Provided records:
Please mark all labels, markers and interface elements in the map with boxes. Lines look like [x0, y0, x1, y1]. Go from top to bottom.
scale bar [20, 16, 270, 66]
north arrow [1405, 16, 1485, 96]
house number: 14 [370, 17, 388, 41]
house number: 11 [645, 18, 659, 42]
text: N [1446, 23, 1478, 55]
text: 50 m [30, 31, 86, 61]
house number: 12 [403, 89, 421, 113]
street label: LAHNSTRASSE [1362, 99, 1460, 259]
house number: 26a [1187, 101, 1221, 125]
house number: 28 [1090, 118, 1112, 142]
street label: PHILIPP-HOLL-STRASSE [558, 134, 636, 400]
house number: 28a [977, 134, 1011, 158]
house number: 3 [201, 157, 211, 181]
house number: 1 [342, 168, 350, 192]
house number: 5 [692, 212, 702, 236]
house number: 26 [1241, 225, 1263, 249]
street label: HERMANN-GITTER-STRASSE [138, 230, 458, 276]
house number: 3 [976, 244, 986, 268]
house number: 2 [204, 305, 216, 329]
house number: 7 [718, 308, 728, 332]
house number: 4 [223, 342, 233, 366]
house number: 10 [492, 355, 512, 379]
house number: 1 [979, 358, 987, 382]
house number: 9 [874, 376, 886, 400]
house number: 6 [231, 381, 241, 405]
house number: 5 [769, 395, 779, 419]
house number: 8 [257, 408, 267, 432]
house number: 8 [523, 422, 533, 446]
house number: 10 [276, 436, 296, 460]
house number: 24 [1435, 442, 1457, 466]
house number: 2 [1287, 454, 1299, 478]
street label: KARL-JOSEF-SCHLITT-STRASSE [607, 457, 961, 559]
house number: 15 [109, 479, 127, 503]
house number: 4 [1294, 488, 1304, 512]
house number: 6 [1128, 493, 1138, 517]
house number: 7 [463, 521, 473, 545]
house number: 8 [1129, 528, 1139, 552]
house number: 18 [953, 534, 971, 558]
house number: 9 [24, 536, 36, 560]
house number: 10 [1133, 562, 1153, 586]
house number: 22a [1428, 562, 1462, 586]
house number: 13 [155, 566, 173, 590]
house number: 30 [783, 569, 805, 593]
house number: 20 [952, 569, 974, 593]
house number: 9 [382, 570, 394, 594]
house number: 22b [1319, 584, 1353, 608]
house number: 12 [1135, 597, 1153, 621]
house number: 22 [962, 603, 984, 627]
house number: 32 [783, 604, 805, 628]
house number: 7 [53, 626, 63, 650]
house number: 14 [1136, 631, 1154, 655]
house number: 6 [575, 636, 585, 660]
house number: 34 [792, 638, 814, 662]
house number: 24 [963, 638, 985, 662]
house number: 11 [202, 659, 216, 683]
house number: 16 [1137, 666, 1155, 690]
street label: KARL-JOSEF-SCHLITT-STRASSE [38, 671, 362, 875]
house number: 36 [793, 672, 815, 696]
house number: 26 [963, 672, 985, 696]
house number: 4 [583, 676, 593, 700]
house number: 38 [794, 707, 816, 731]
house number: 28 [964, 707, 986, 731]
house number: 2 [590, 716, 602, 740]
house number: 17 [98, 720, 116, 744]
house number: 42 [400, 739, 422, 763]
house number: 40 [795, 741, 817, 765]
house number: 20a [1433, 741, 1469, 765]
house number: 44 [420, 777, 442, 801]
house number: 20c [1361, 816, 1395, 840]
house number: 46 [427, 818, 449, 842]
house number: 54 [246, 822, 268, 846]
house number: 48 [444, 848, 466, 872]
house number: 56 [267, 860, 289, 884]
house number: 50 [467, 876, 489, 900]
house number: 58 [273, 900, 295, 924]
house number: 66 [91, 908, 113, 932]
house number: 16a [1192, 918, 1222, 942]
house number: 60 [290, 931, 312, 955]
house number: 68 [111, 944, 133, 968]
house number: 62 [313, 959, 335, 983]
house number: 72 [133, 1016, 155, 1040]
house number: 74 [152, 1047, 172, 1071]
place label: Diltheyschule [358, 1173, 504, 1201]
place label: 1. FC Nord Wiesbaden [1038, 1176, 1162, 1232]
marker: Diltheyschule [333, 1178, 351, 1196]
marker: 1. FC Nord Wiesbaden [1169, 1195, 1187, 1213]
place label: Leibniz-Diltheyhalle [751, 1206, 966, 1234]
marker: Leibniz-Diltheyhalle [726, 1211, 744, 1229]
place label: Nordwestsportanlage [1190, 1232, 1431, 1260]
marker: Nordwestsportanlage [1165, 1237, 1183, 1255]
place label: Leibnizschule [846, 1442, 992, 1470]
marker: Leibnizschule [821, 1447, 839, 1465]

What needs to be done: Copy out each line of the data that holds the string "Diltheyhalle".

Answer:
place label: Leibniz-Diltheyhalle [751, 1206, 966, 1234]
marker: Leibniz-Diltheyhalle [726, 1211, 744, 1229]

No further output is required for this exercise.